昨日深夜のNHK-BSで「オネーギンの恋文」というイギリス映画をやっていた。まったく前知識なしに、途中からぼんやり見ていたのだけど、じわりと心に響いてくる、なかなかいい映画でした。主演はレイフ・ファインズ、リヴ・タイラー。監督はレイフ・ファインズの妹、マーサ・ファインズ。ロシアの文豪プーシキンの原作を映画化したもの。
作品の中で印象的だったのが、主人公=高慢で身勝手な貴族の男が、ヒロイン=田舎育ちではあるが才女で情熱的な女に、本を貸すシーン。ヒロインが「何か本を貸してくださらない?」と男に頼むと、「そうだ、いい本がある。新しく入ったばかりの本だ」といって差し出すのが、ルソーの「新エロイーズ」だったのだ。「新エロイーズ」はルソーの著作の中でもかなり異色な作品。貴族令嬢の娘と、家庭教師との間で交わされる書簡(=恋文)の形式で綴られた恋愛小説。そしてかなり風変わりではあるけれど、ルソーの思想の要が実はそこにあるのではないか、と評されていたりもする。ルソーという人は本当に面白い人で、言ってることがいつもバラバラでとりとめがなく、矛盾だらけ。でもバラバラのような論説が全体としてはなんとなくつながっていて、ちゃんと筋道が通っている・・・という不思議な思想家。だからこそ魅力があって、多くの人を魅了する。私も一番好きな思想家。たくさんの影響を受けた。

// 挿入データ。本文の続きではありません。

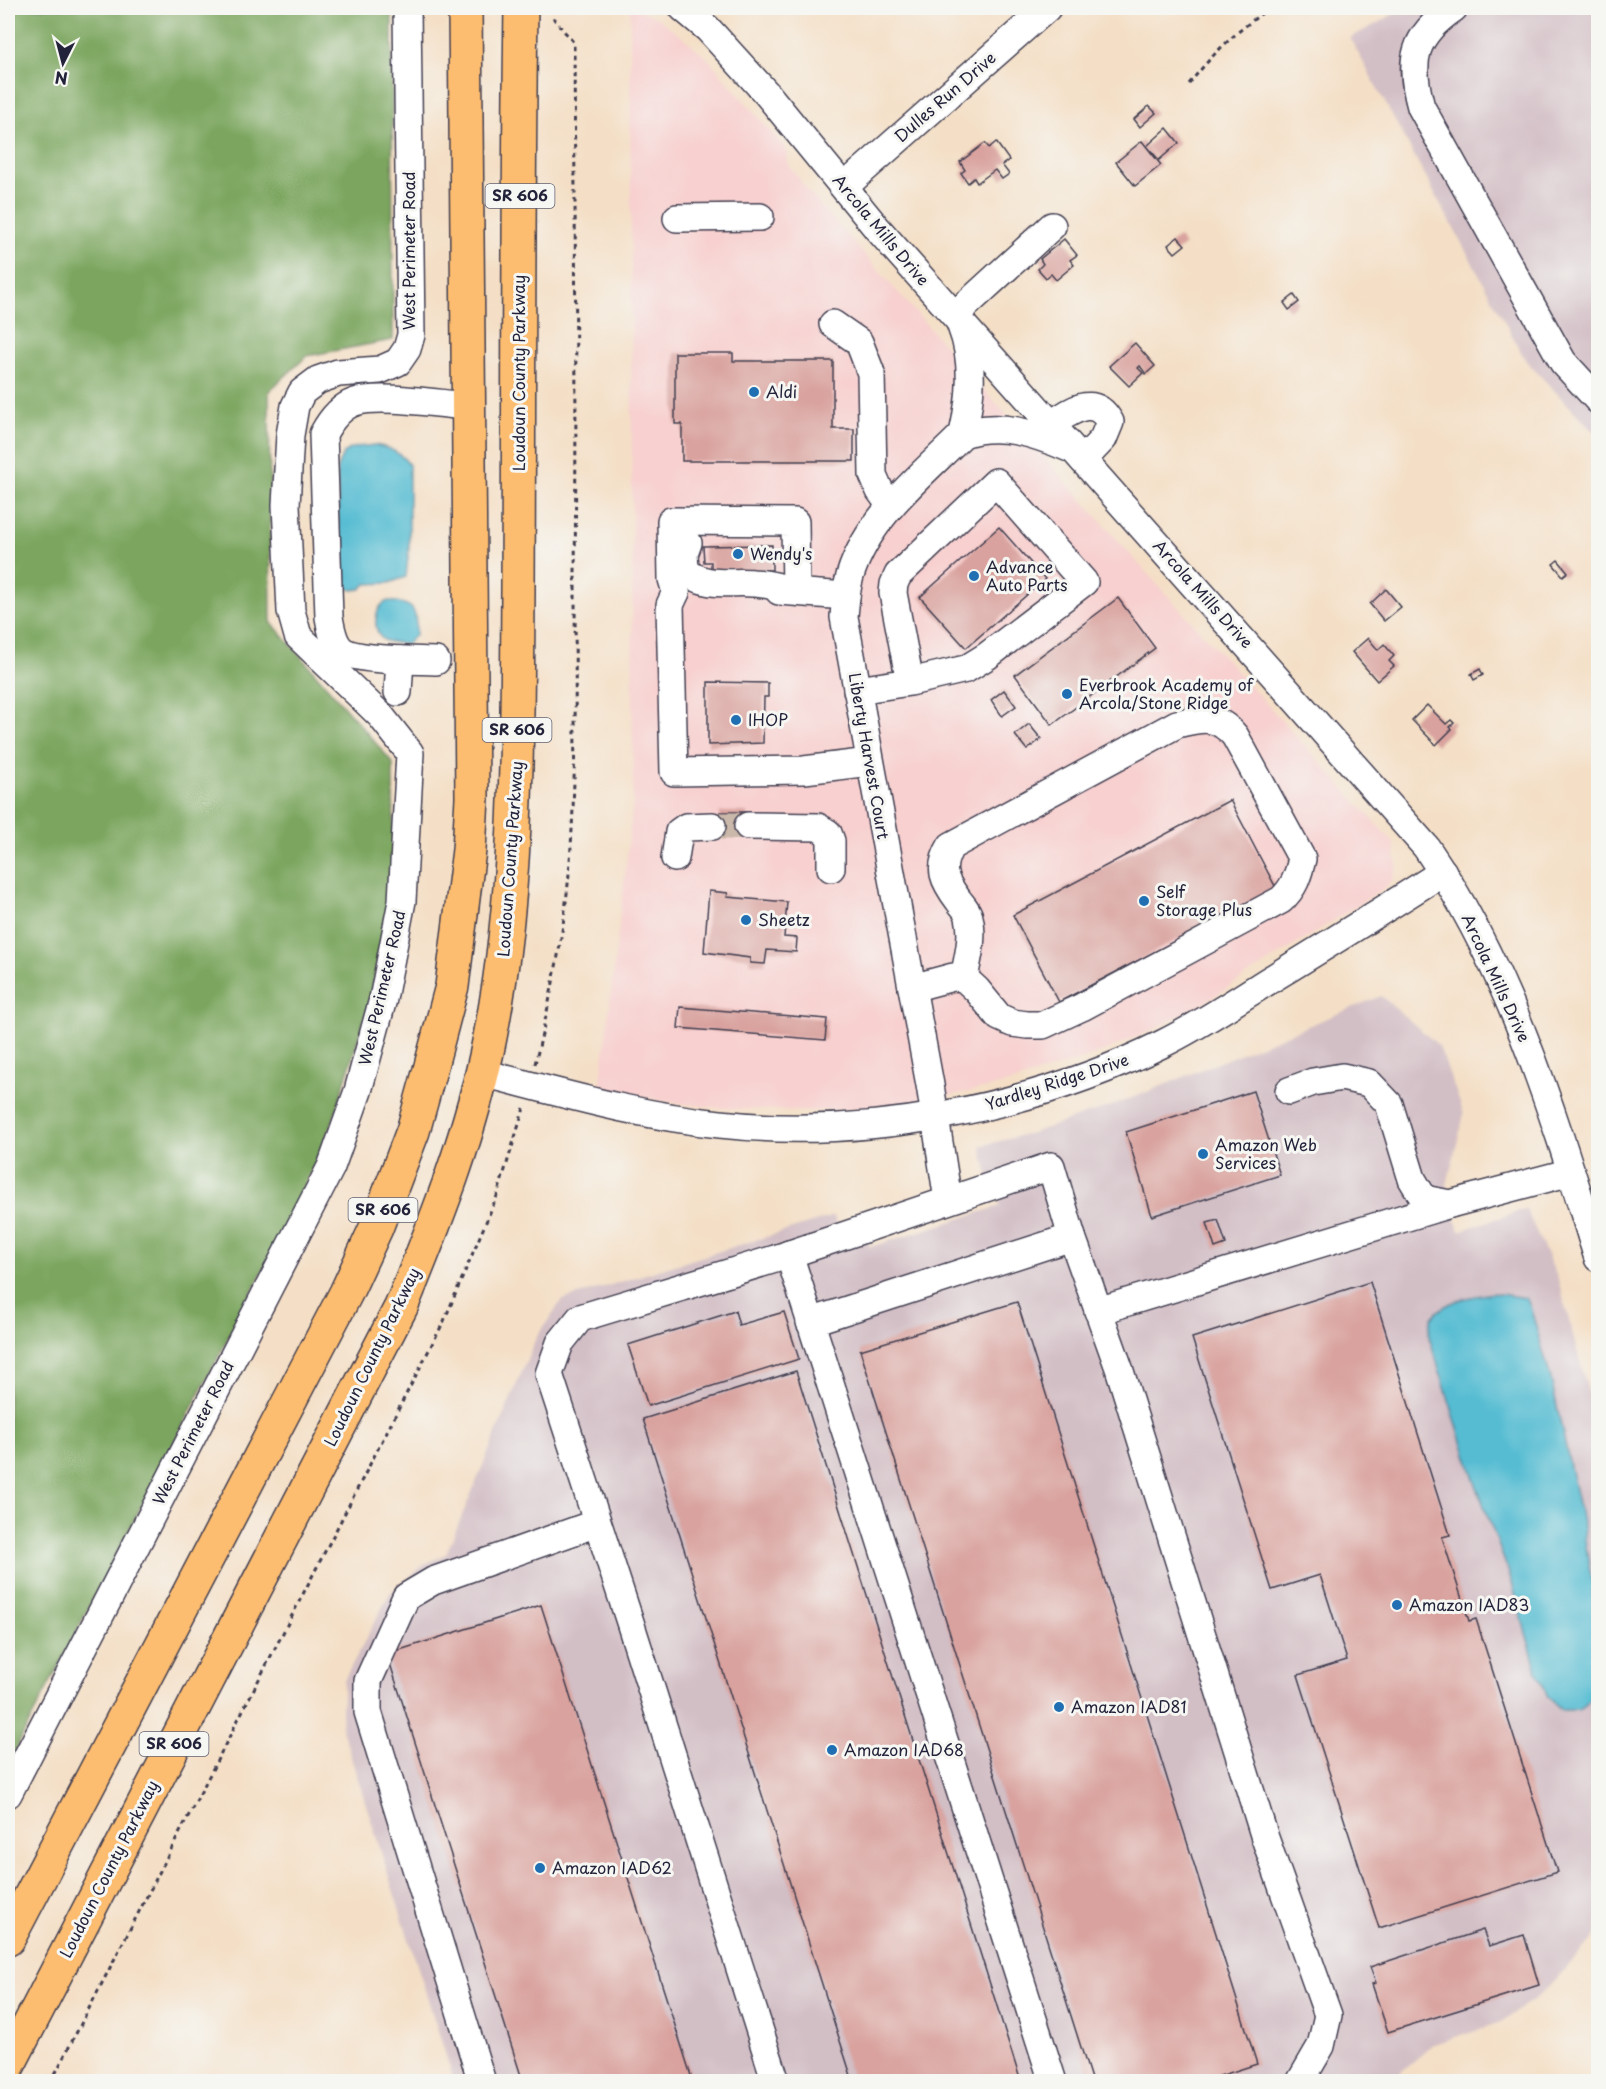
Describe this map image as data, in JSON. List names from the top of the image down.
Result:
{
  "streets": {
    "main road": ["SR 606", "Loudoun County Parkway"],
    "street": [
      "Dulles Run Drive",
      "Arcola Mills Drive",
      "West Perimeter Road",
      "Liberty Harvest Court",
      "Yardley Ridge Drive"
    ]
  },
  "crossings": [
    ["Dulles Run Drive", "Arcola Mills Drive"],
    ["Arcola Mills Drive", "Yardley Ridge Drive"],
    ["Loudoun County Parkway", "Yardley Ridge Drive"],
    ["Liberty Harvest Court", "Yardley Ridge Drive"]
  ],
  "places": [
    "Aldi",
    "Wendy's",
    "Advance Auto Parts",
    "Everbrook Academy of Arcola/Stone Ridge",
    "IHOP",
    "Self Storage Plus",
    "Sheetz",
    "Amazon Web Services",
    "Amazon IAD83",
    "Amazon IAD81",
    "Amazon IAD68",
    "Amazon IAD62"
  ],
  "north": "bottom"
}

昨日友人と飲みながら話をしてるうちに、ひさしぶりにふと、ルソーの名前が出たりした。その後家に帰ってテレビをつけたら、またルソーの名前と出会ったので、なんだかとても不思議な気分。またルソーの本を読み返してみたくなった。途中で挫折してしまった「新エロイーズ」。もう一度チャレンジしてみようかな。
どうでもいいけど、リブ・タイラーって、やっぱりきれいですね〜。特別好きな顔立ちの女優さんではないのだけど、映画の中ではひときわ美しく輝いて見えます。独特な雰囲気、魅力を持った女優さんですよね。
seiji
ルソーはいまの日本で反ルソーみたいな考えが一部で出てきてるみたいです。全く間違えた理解をしてる、自称哲学者の渡部なんとかっていうじいさんとその仲間達。恐ろしい話です。。。そういった一見矛盾に見える思想を個々に受け止めて糾弾して喜んでる。それ、意味ないでしょう!そんな人の本が売れちゃうんだから、どうなってんだか。。。
よこやま
ルソーは、日本では「社会契約論」ばかりが強調されすぎてたり、啓蒙主義者という印象が強すぎるのかもしれませんね。もっと多面的なルソーのことが広く評価されるといいのにって、ずっと思ってます。ルソーは生きている時代も周囲から叩かれまくったようだし、まぁ攻撃されやすい人ですよね。頭の固い人には、絶対受け入れられない思想なのでしょう。今の時代は、特にこの国では保守の空気が蔓延してるようなので、ルソーのようなものの考え方は拒否反応示されるのかもしれませんね〜。こういう時代だからこそ、もう一度ルソーを読み直してみたいです。
(※どうでもいいことですが「新エロイーズ」の説明が間違ってたところあったので訂正しときました。ルソーとその庇護者であった女性とのエピソードと記憶がだぶってました)
たまゆ
以前にもテレビで放映されていて、途中からボーっとみてました。題名さえ知らなかった。ありがとう!
リブ・タイラーはほんとに美しかった。
よこやま
>たまゆさんもこの映画ご覧になってたんですね。
私も途中から見たのでタイトルもわからなかったのですが、
気になってネットで調べたりしました。
リブ・タイラー、本当に美しいですよね〜。